[[ DATA FOR PROCESSING open ]]

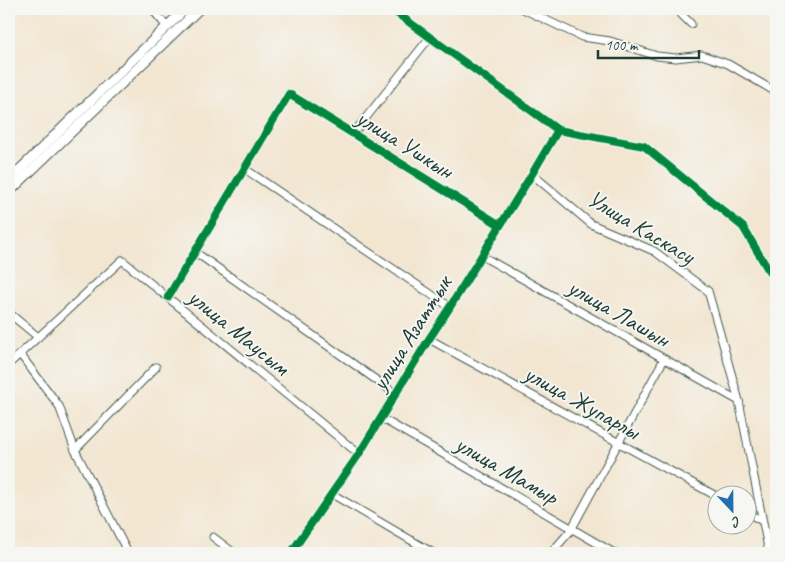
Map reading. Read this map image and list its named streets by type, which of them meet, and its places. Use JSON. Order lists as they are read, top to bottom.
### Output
{
  "streets": {
    "street": [
      "улица Ушкын",
      "Улица Каскасу",
      "улица Лашын",
      "улица Маусым",
      "улица Азаттык",
      "улица Жупарлы",
      "улица Мамыр"
    ]
  },
  "crossings": [
    ["улица Ушкын", "улица Азаттык"],
    ["Улица Каскасу", "улица Лашын"],
    ["Улица Каскасу", "улица Азаттык"],
    ["улица Лашын", "улица Азаттык"],
    ["улица Маусым", "улица Азаттык"],
    ["улица Азаттык", "улица Жупарлы"],
    ["улица Азаттык", "улица Мамыр"]
  ],
  "scale_bar": "100 m",
  "north": "bottom"
}
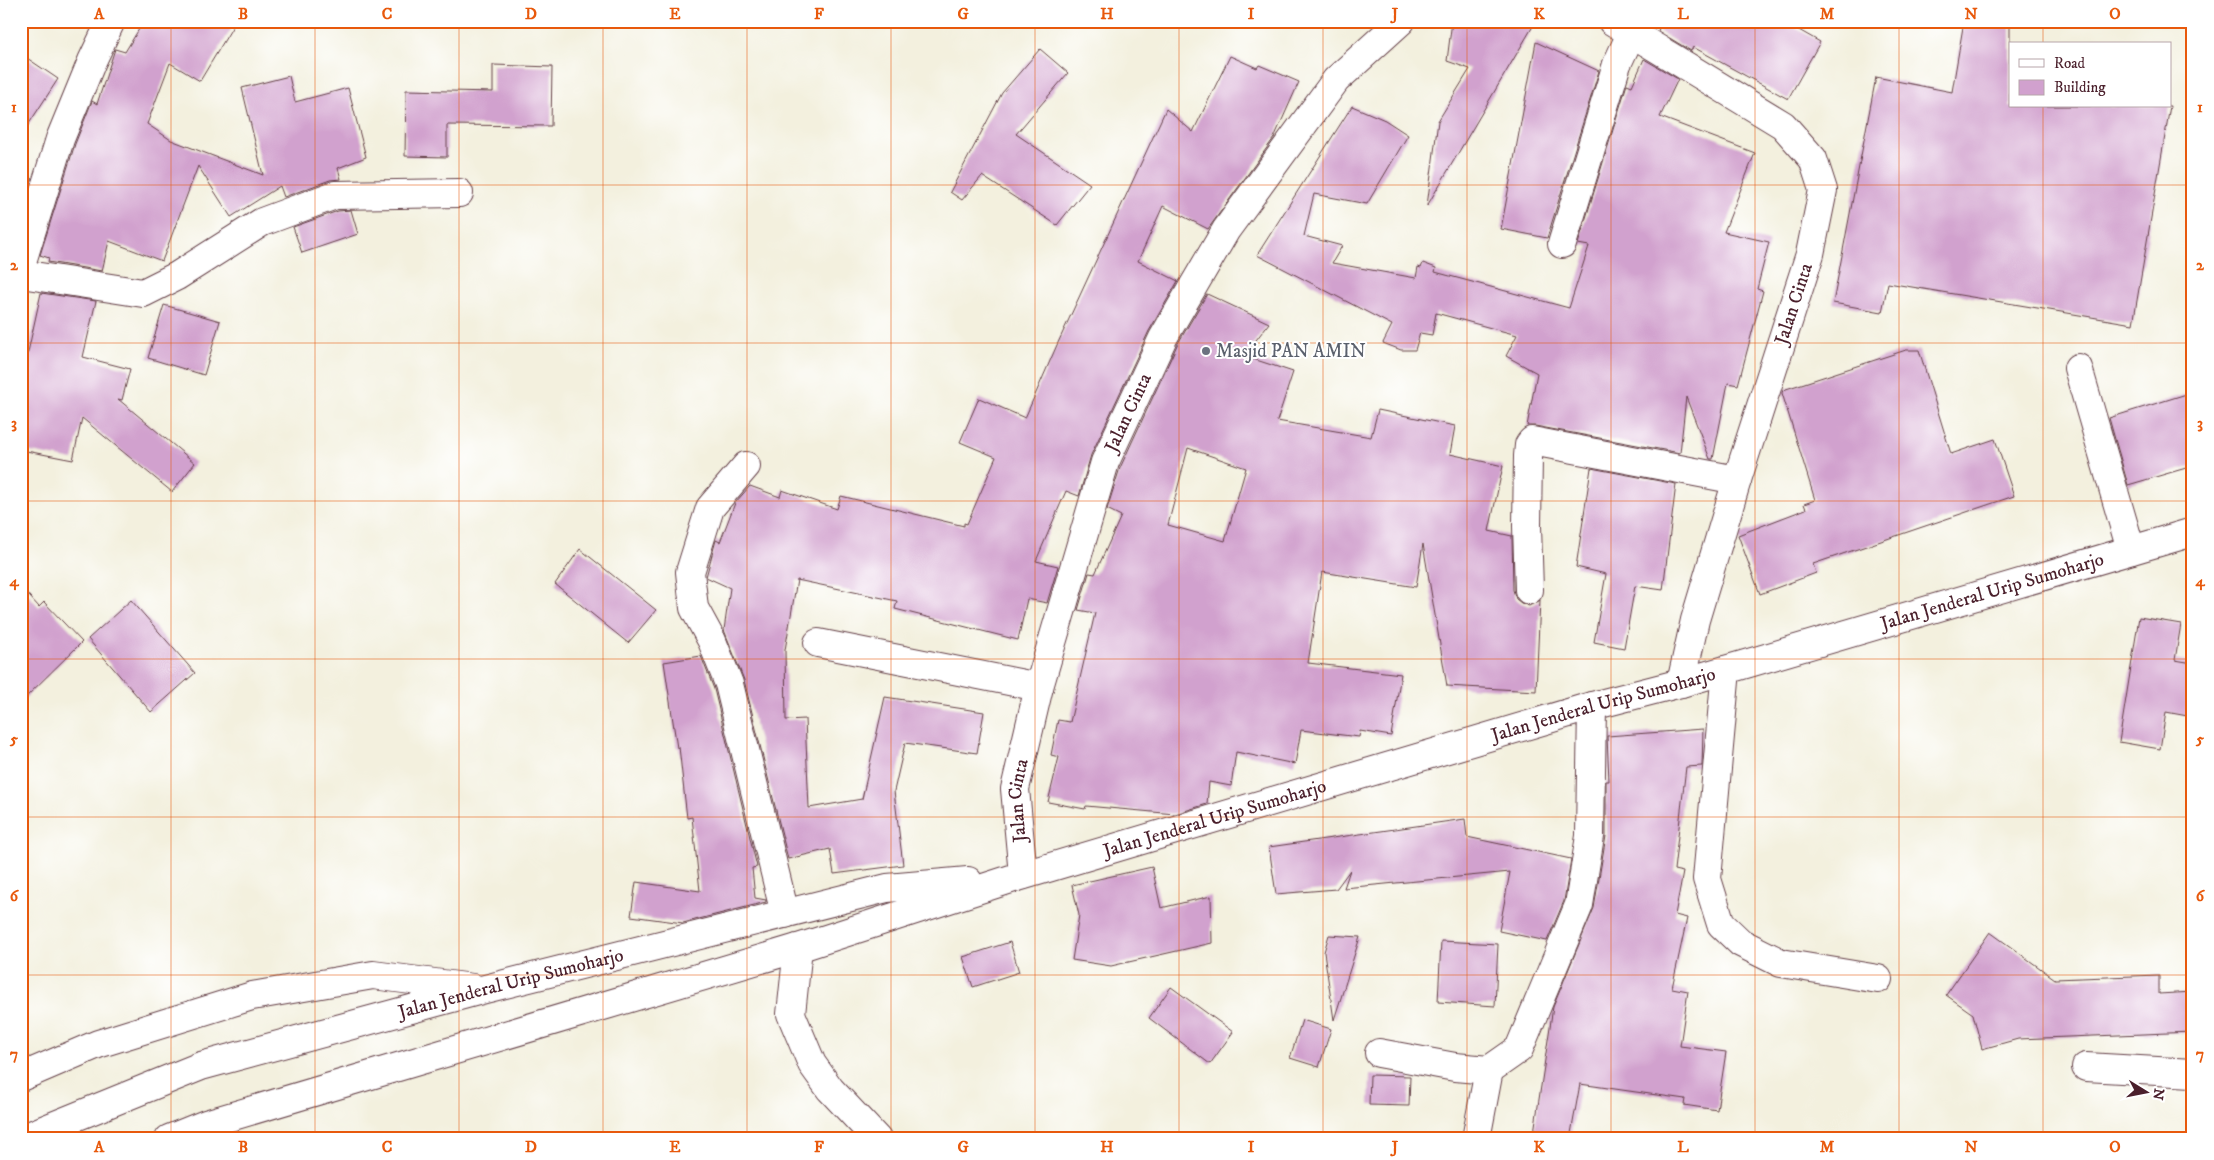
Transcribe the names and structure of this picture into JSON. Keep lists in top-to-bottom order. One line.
{"streets":{"main road":["Jalan Cinta","Jalan Jenderal Urip Sumoharjo"]},"crossings":[["Jalan Cinta","Jalan Jenderal Urip Sumoharjo"]],"places":["Masjid PAN AMIN"],"legend":["Road","Building"],"north":"right","grid":{"columns":["A","B","C","D","E","F","G","H","I","J","K","L","M","N","O"],"rows":["1","2","3","4","5","6","7"]}}
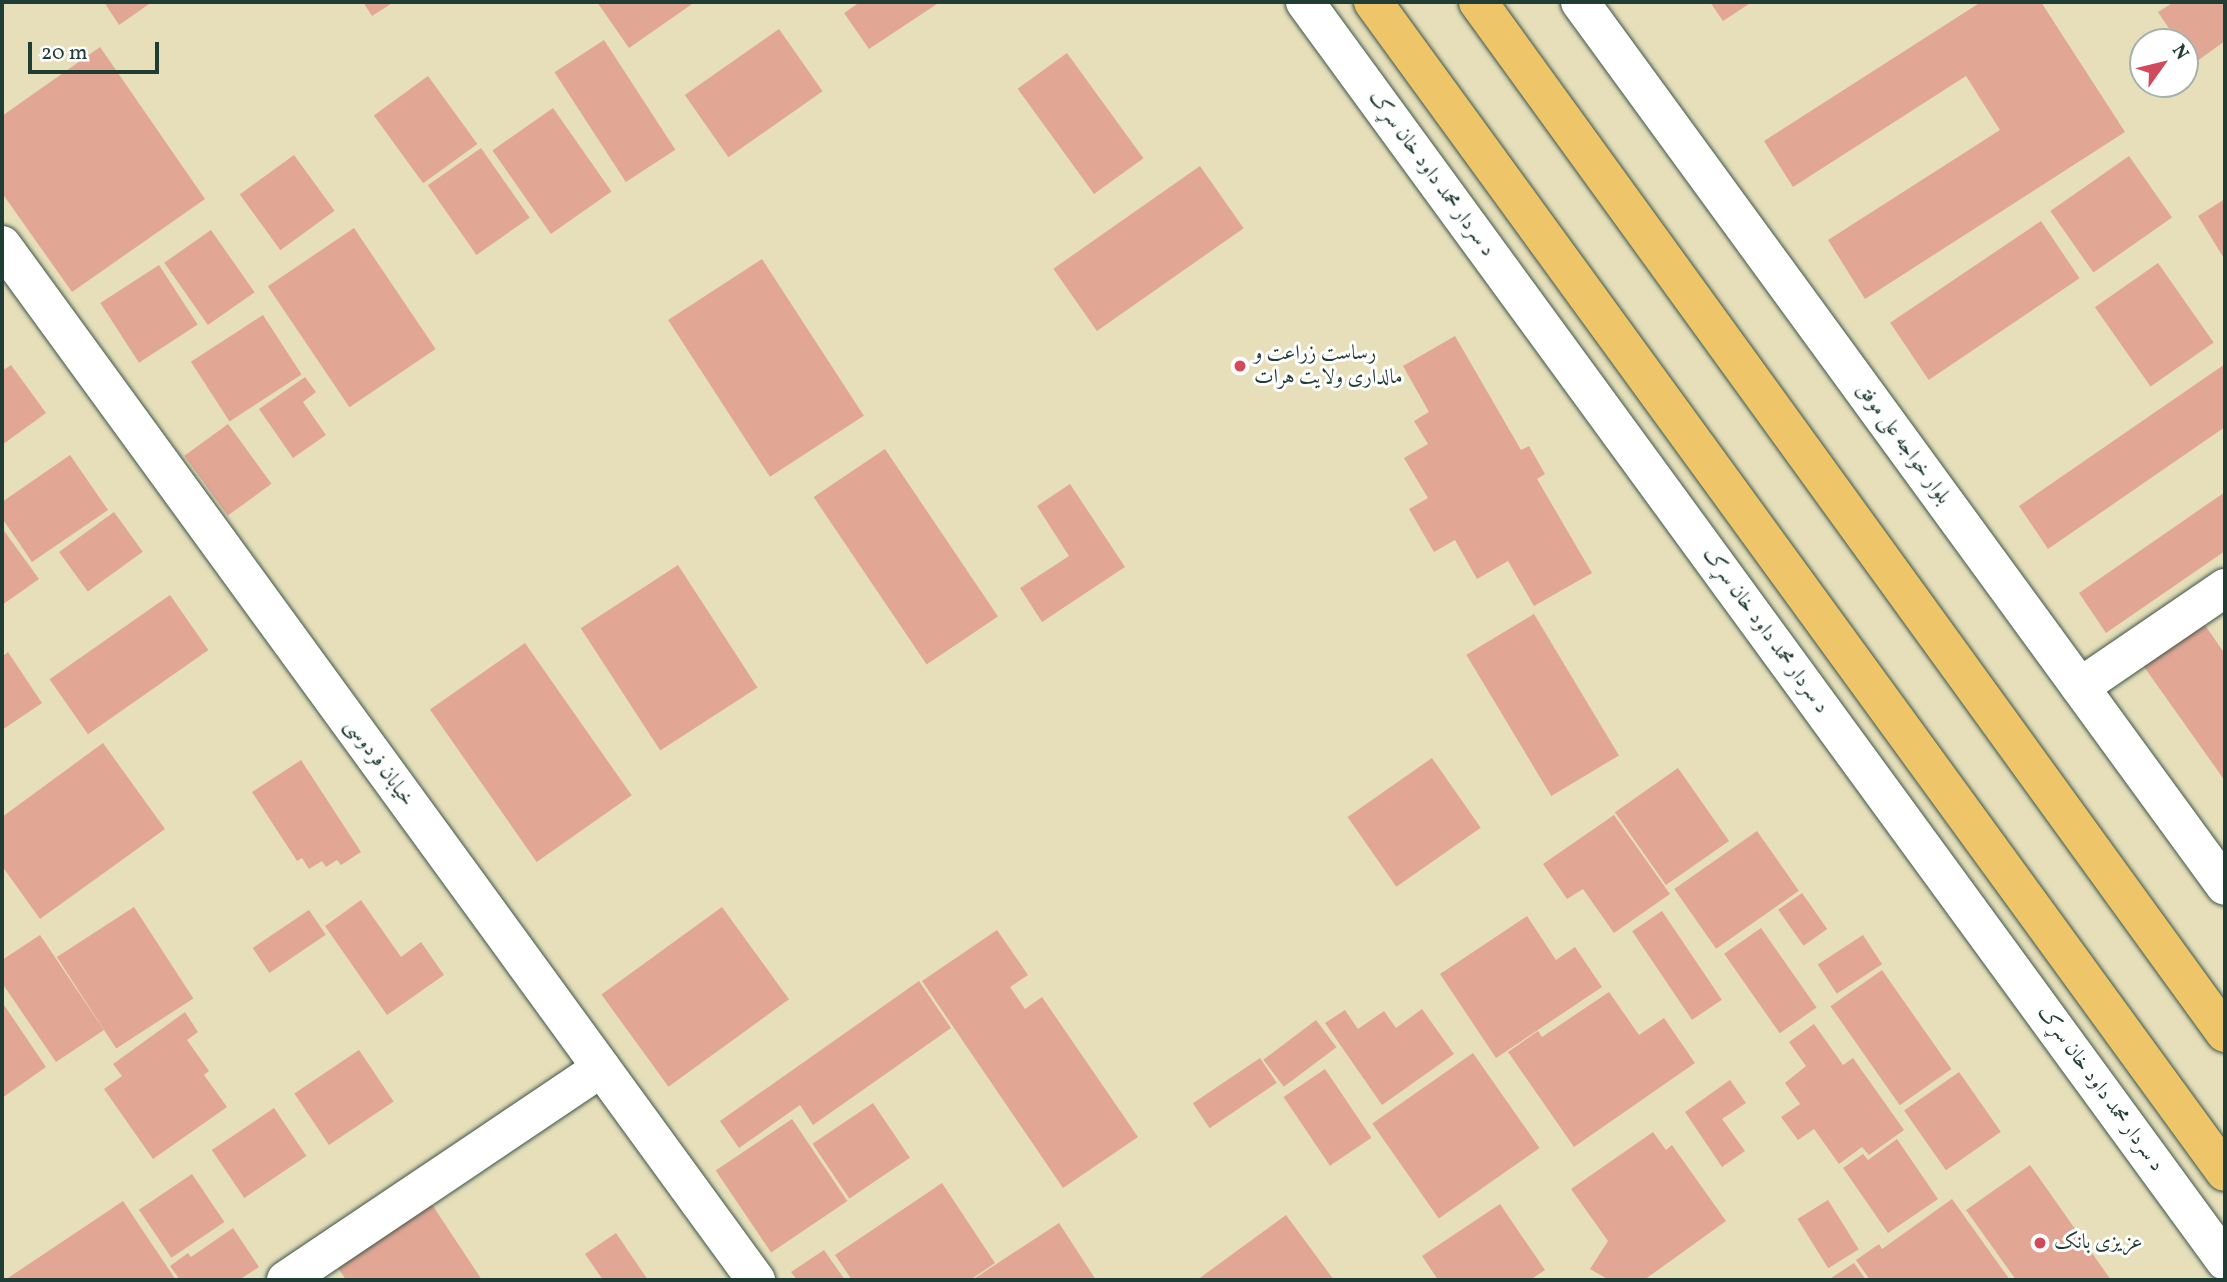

[[ DATA FOR PROCESSING closed ]]

*TASK*:
Each entry is to be transcribed verbatim, and any picture in it is to be skipped.

*TASK ANSWER*:
Map reading. Read this map image and list its named streets by type, which of them meet, and its places. Use JSON. Order lists as they are read, top to bottom.
### Output
{
  "streets": {
    "street": [
      "улица Ушкын",
      "Улица Каскасу",
      "улица Лашын",
      "улица Маусым",
      "улица Азаттык",
      "улица Жупарлы",
      "улица Мамыр"
    ]
  },
  "crossings": [
    ["улица Ушкын", "улица Азаттык"],
    ["Улица Каскасу", "улица Лашын"],
    ["Улица Каскасу", "улица Азаттык"],
    ["улица Лашын", "улица Азаттык"],
    ["улица Маусым", "улица Азаттык"],
    ["улица Азаттык", "улица Жупарлы"],
    ["улица Азаттык", "улица Мамыр"]
  ],
  "scale_bar": "100 m",
  "north": "bottom"
}
Transcribe the names and structure of this picture into JSON. Keep lists in top-to-bottom order. One line.
{"streets":{"main road":["Jalan Cinta","Jalan Jenderal Urip Sumoharjo"]},"crossings":[["Jalan Cinta","Jalan Jenderal Urip Sumoharjo"]],"places":["Masjid PAN AMIN"],"legend":["Road","Building"],"north":"right","grid":{"columns":["A","B","C","D","E","F","G","H","I","J","K","L","M","N","O"],"rows":["1","2","3","4","5","6","7"]}}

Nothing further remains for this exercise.